Late to the Game: Dishonored

I’ve been playing a game that’s very different from my usual MO — a stealth game. My usual style is a run-and-gun, but I’ve had enough of that lately. Especially after playing Doom 3. Agh, those endless corridors. All the same. So many Imps.

Off the bat, Dishonored reminded me of Bioshock. The graphics are gritty and realistic. The story is shown through audio and text diaries (but punctuated by the occasional first-person cutscene a la Half-Life). There’s health and magic, and they’re both replenished through vials of “elixir”. You’ve got magic powers in one hand and regular weapons in the other. There are safes with combinations, caches behind locked doors, edible food in garbage cans, attributes and powers to buy and upgrade.

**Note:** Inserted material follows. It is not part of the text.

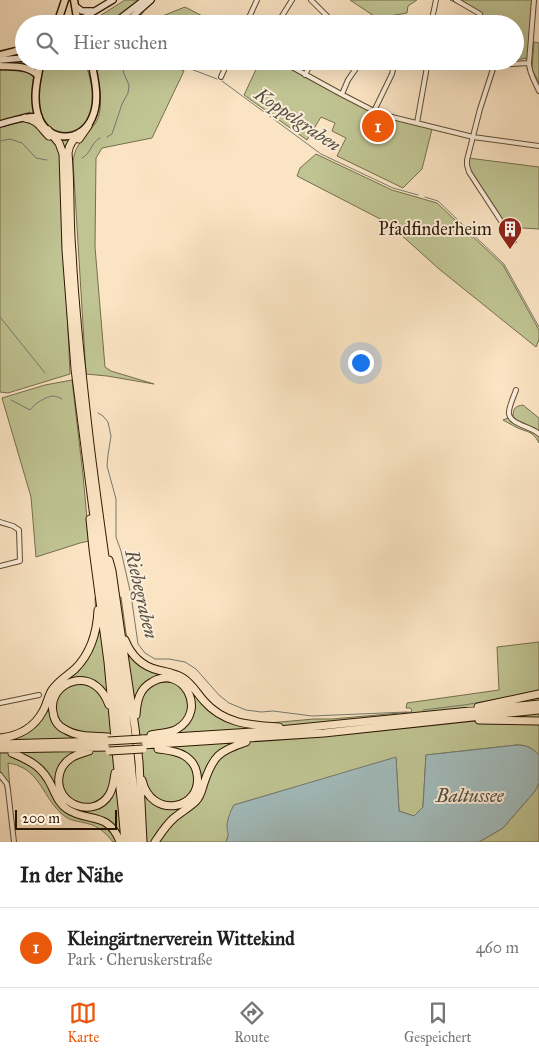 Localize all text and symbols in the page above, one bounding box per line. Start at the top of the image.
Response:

Even a third-act twist and an ending based on your moral choices.

Wait, is this the Sander Cohen party?  Crap, I told you that GPS didn’t work!

What’s not like Bioshock is that it’s very vertical. Which makes sense — Bioshock takes place in an undersea environment. Not much room to make tall towers and city blocks. You aren’t meant to jump up to awnings and skulk along open apartments on the roof. In Dishonored, can do dropping assassinations, teleport to a nearby open window, and duck under a bridge or platform to avoid detection.

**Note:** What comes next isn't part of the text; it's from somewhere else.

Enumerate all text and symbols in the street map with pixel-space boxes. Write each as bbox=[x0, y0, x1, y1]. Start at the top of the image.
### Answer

It’s also mission-based. At the end of each “level”, the game runs down a score based on how many people you killed, how many you let live, optional tasks to complete, if you were detected, and so on. The game claims this has an impact on how dark the ending is, but who knows how that works — I’ve already been burned by binary Bioshock… before.

Right now I’m not concerned about scores when I play. I’m doing a mix of killing and knock outs. One time I was trying to choke out an innocent maid who had been talking to her guard husband. I was going to kill him, and let her live, but I accidentally pressed the wrong button and then said ‘sorry’ to the computer. Oops, oh well. Can’t make an omelet without breaking a few eggs.

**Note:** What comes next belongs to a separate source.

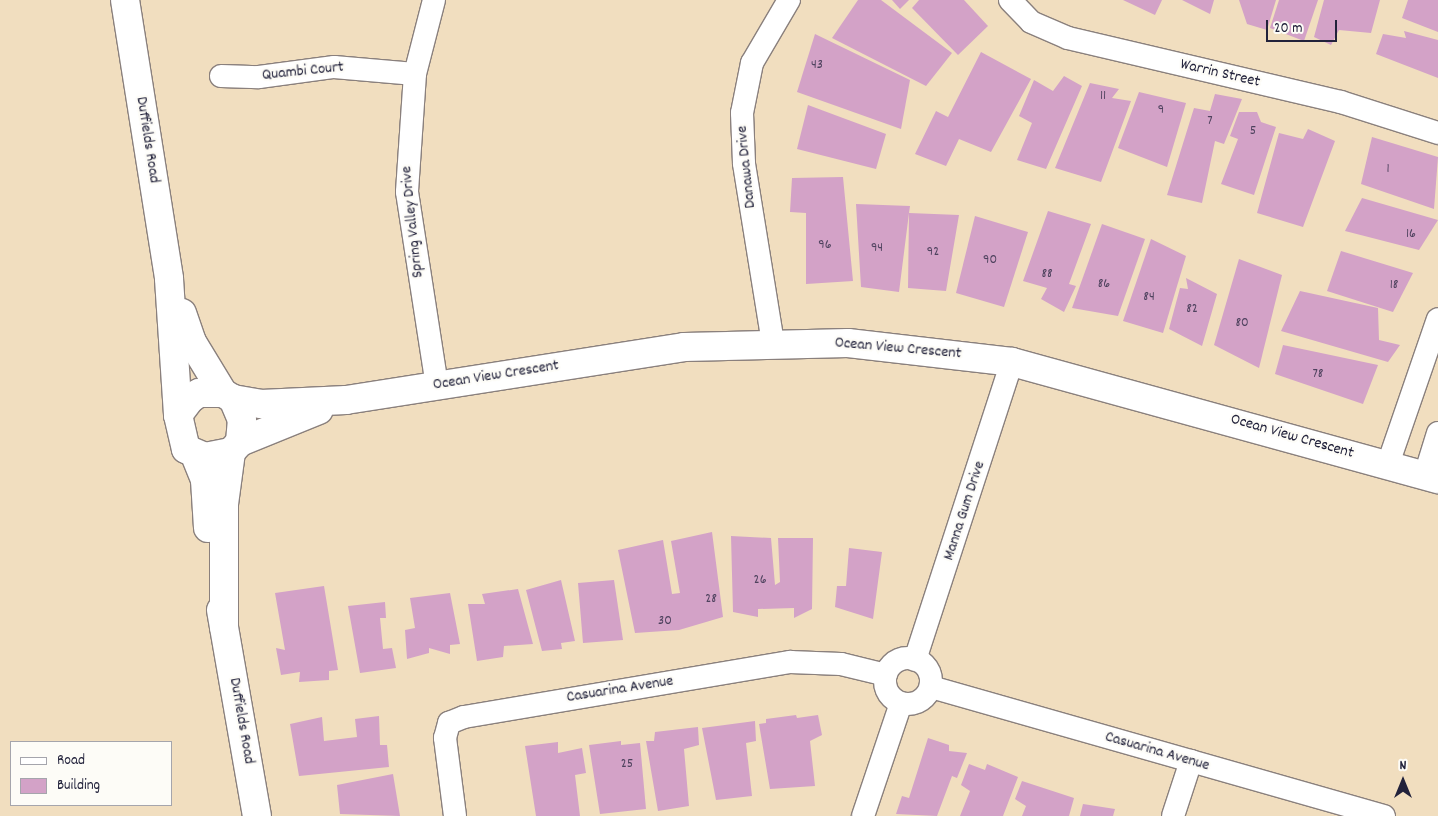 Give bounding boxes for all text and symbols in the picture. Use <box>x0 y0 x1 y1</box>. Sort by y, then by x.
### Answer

Surprisingly, I actually like the stealth aspect. I like to pretend I’m a vampire, stalking victims as I teleport from ledge to ledge, like fading through mist. I like to jump on people, and I pretend that the blood coming out as I stab them in the neck is what I’m drinking. It doesn’t hurt that the health meter looks like a vial of red fluid. Very Legacy of Kain.

In fact, I’m rather surprised this isn’t the direction they went with it. All the magic seem quite vampire-y: possession, x-ray vision, adrenaline (blood lust), animal control, a clockwork heart that acts as a guide. And the environment is quite medieval. I’ve been using it for inspiration for some of my fantasy writing.

I do find myself exploiting the quick save/quick load function probably a bit more than the game testers expected. If I get in a situation where I accidentally trigger an alert, or more than three guys start rushing me, I will probably reload. And, like other stealth games, the gameplay starts getting repetitive as things get harder–as you (meaning me) keep screwing up more and more. Sometimes it feels like you’re not making progress. Also, the storyline doesn’t feel terribly thought out. The notes and books do, but they didn’t make much for the main character.

But overall, a satisfying game, I recommend it.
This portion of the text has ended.